On Curb Your Enthusiasm, Mr. Einstein played Marty Funkhouser, a pal and occasional antagonist of Mr. David in his long-running HBO series, set mostly in Los Angeles.

As Super Dave, Mr. Einstein was a witless, deadpan parody of bravado-fuelled stuntmen such as Evel Knievel. Dressed in a mostly white jumpsuit and crash helmet, Super Dave attempted perilous stunts that invariably flopped and appeared to have caused him great bodily harm.

“I deal out of a reality that isn’t real,” Mr. Einstein said in an interview with The New York Times in 1995. “I’m sorry. I don’t know what that means. I don’t really know what I do.”

Mr. Einstein had been on the writing staff of The Smothers Brothers Comedy Hour television show in the 1960s. He first appeared as Super Dave on an episode of The John Byner Comedy Hour on CBS in 1972.

The character returned on another television series hosted by Mr. Byner, Bizarre, in the eighties, and continued through various other TV incarnations, including Super Dave’s Vegas Spectacular in 1995 and Super Dave’s Spiketacular in 2009.

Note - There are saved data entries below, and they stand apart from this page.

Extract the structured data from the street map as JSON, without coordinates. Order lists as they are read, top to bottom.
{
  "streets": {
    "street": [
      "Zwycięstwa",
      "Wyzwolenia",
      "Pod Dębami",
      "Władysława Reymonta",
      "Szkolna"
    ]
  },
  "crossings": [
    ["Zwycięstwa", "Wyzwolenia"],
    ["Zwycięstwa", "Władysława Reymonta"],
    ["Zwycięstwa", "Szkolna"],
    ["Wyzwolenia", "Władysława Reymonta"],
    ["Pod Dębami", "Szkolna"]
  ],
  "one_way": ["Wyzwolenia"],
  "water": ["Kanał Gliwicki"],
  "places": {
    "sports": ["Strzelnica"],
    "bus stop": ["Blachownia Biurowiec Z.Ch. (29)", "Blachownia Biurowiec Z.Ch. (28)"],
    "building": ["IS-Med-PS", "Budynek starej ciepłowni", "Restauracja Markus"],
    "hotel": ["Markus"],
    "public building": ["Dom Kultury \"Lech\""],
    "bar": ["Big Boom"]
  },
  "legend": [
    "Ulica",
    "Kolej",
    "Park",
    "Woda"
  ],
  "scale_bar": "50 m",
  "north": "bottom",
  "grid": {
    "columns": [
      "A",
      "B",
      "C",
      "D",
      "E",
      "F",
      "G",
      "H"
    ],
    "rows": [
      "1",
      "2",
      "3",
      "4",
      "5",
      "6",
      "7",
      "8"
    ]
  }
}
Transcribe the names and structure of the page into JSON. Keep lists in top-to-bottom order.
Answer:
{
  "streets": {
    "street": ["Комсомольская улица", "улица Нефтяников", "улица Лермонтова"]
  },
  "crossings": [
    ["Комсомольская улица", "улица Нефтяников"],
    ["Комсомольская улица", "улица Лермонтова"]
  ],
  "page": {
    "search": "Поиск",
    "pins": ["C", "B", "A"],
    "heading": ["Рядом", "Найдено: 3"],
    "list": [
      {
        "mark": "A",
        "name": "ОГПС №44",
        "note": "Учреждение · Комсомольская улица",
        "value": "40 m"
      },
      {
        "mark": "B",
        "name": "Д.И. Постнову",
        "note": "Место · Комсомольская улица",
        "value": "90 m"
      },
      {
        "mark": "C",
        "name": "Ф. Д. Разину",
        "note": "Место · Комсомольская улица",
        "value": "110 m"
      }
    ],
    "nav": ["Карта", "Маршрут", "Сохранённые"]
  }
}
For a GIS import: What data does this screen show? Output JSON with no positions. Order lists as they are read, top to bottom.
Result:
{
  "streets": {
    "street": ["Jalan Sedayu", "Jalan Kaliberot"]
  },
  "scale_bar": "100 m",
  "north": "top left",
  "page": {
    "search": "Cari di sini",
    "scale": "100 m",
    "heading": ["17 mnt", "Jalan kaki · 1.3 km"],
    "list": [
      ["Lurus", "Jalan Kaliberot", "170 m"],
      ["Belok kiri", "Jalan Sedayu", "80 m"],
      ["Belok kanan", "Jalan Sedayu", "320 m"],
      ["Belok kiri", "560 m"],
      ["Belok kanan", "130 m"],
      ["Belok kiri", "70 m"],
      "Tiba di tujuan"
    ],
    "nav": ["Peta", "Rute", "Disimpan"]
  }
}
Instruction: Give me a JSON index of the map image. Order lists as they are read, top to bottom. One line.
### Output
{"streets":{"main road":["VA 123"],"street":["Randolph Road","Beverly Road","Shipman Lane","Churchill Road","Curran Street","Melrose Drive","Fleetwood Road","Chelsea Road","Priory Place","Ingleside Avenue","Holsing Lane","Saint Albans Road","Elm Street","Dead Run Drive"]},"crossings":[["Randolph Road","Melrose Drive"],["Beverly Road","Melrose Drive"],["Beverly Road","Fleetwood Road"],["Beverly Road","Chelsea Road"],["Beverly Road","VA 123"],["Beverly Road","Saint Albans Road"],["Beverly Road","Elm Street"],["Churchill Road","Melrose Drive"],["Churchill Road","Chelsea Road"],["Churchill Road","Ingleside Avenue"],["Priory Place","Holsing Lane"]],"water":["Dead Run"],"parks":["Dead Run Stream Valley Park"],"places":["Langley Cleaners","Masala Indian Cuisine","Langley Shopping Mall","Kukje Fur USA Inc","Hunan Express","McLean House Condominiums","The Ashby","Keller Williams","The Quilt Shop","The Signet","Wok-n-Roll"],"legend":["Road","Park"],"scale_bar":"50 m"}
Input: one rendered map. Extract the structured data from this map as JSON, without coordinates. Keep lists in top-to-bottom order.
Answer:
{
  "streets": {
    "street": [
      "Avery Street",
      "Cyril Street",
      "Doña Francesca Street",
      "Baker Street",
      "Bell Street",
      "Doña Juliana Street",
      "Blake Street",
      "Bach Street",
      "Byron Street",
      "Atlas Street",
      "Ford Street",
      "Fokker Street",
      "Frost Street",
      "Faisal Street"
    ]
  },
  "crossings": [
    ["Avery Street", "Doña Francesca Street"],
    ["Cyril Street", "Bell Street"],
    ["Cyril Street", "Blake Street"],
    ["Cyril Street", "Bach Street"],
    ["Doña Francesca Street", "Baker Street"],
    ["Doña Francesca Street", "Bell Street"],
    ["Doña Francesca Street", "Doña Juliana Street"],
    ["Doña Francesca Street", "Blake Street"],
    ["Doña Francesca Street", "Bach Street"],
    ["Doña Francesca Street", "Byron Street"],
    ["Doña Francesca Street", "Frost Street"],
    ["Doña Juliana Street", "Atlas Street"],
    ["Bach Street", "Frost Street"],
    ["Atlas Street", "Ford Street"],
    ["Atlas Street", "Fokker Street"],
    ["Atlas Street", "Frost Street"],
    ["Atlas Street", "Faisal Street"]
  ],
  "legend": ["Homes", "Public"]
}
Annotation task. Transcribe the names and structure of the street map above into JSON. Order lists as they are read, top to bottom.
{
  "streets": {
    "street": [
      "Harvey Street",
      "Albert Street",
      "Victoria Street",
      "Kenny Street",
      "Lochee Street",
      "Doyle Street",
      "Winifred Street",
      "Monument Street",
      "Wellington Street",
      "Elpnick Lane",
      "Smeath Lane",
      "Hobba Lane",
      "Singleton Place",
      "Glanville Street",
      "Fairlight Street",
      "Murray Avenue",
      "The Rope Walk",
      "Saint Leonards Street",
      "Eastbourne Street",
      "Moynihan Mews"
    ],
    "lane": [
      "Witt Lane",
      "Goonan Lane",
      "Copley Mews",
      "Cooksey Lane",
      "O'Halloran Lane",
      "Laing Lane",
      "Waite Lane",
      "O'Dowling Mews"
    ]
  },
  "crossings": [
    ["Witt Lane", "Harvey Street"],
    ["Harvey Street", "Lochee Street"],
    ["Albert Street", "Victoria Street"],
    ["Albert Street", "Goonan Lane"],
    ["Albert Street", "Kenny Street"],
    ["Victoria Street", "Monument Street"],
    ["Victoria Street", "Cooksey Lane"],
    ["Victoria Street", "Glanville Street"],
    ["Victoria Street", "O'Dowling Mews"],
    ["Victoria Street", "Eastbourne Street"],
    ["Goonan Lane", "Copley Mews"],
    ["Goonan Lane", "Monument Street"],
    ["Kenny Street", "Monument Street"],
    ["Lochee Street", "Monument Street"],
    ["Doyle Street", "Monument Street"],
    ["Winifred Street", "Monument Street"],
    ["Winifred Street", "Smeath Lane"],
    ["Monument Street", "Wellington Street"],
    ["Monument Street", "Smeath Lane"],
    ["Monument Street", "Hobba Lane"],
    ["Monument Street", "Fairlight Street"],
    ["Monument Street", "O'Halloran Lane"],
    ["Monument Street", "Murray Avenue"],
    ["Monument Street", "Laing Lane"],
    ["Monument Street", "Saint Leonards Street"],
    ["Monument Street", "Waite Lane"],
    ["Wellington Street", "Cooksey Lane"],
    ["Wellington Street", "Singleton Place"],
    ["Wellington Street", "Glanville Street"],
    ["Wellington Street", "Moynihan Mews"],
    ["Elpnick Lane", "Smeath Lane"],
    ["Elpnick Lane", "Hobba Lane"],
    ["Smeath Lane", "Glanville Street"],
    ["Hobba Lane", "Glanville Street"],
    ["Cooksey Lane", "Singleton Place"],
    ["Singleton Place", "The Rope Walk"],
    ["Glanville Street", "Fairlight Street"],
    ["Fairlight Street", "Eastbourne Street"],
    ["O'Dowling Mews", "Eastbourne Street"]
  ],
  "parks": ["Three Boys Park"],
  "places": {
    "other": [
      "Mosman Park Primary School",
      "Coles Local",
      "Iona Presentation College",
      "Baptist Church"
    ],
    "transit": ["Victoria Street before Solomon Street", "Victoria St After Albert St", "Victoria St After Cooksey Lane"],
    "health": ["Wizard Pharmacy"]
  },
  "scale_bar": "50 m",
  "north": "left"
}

Stewart Robert Einstein was born on Nov. 20, 1942, in Los Angeles. His father, Harry, was a comedian who was known professionally as Harry Parke; he also had a comic alter ego, a Greek character named Parkyakarkus. Mr. Einstein’s mother, Thelma Leeds, was an actor. His younger brother, Albert, eventually changed his name to Brooks and became a renowned comedian and filmmaker; a second brother, Cliff, is an advertising executive.

“A brilliantly funny man,” Mr. Brooks wrote on Twitter. “You will be missed forever.”

Bob Einstein recalled his youth as a battle of wits between he, his father and Albert.

“It was a funny way to grow up,” he told The New York Times in 1995. “There weren’t too many complete dinners in that house. If you get that kind of example, you’re either going to make your life humour, or you’re going to reject everything you’re living with.”

He did not go into show business immediately. After graduating from Chapman College in California, where he played basketball, he joined an advertising agency, where he wrote and directed TV commercials. That led him to an appearance on a talk show in Los Angeles, where he was cast in a sketch as the man responsible for putting the stars in the sidewalk on Hollywood Boulevard – a task that made him susceptible to bribery.

Mr. Einstein’s dry delivery piqued the interest of Tom Smothers, who offered him a job on the series that he hosted with his brother, Dick. Mr. Einstein wrote for The Summer Brothers Smothers Show in 1968 and The Smothers Brothers Comedy Hour from 1968 to ′69. While there, he occasionally played Officer Judy, a no-nonsense cop who once rode a motorcycle onstage to give Liberace a ticket.

“Do you know how fast you were playing?” Mr. Einstein asked.

Mr. Einstein won two Emmy Awards, the first in 1969 for writing for The Smothers Brothers (on a staff that also included Steve Martin and Mason Williams) and the second in 1977 for outstanding comedy-variety series, for Van Dyke and Company, a short-lived variety show starring Dick Van Dyke.

He also won a CableAce Award in 1992 as the star of the Showtime series Super Dave.

He leaves his wife, Roberta; his daughter, Erin Einstein Dale; two grandchildren; and his brothers.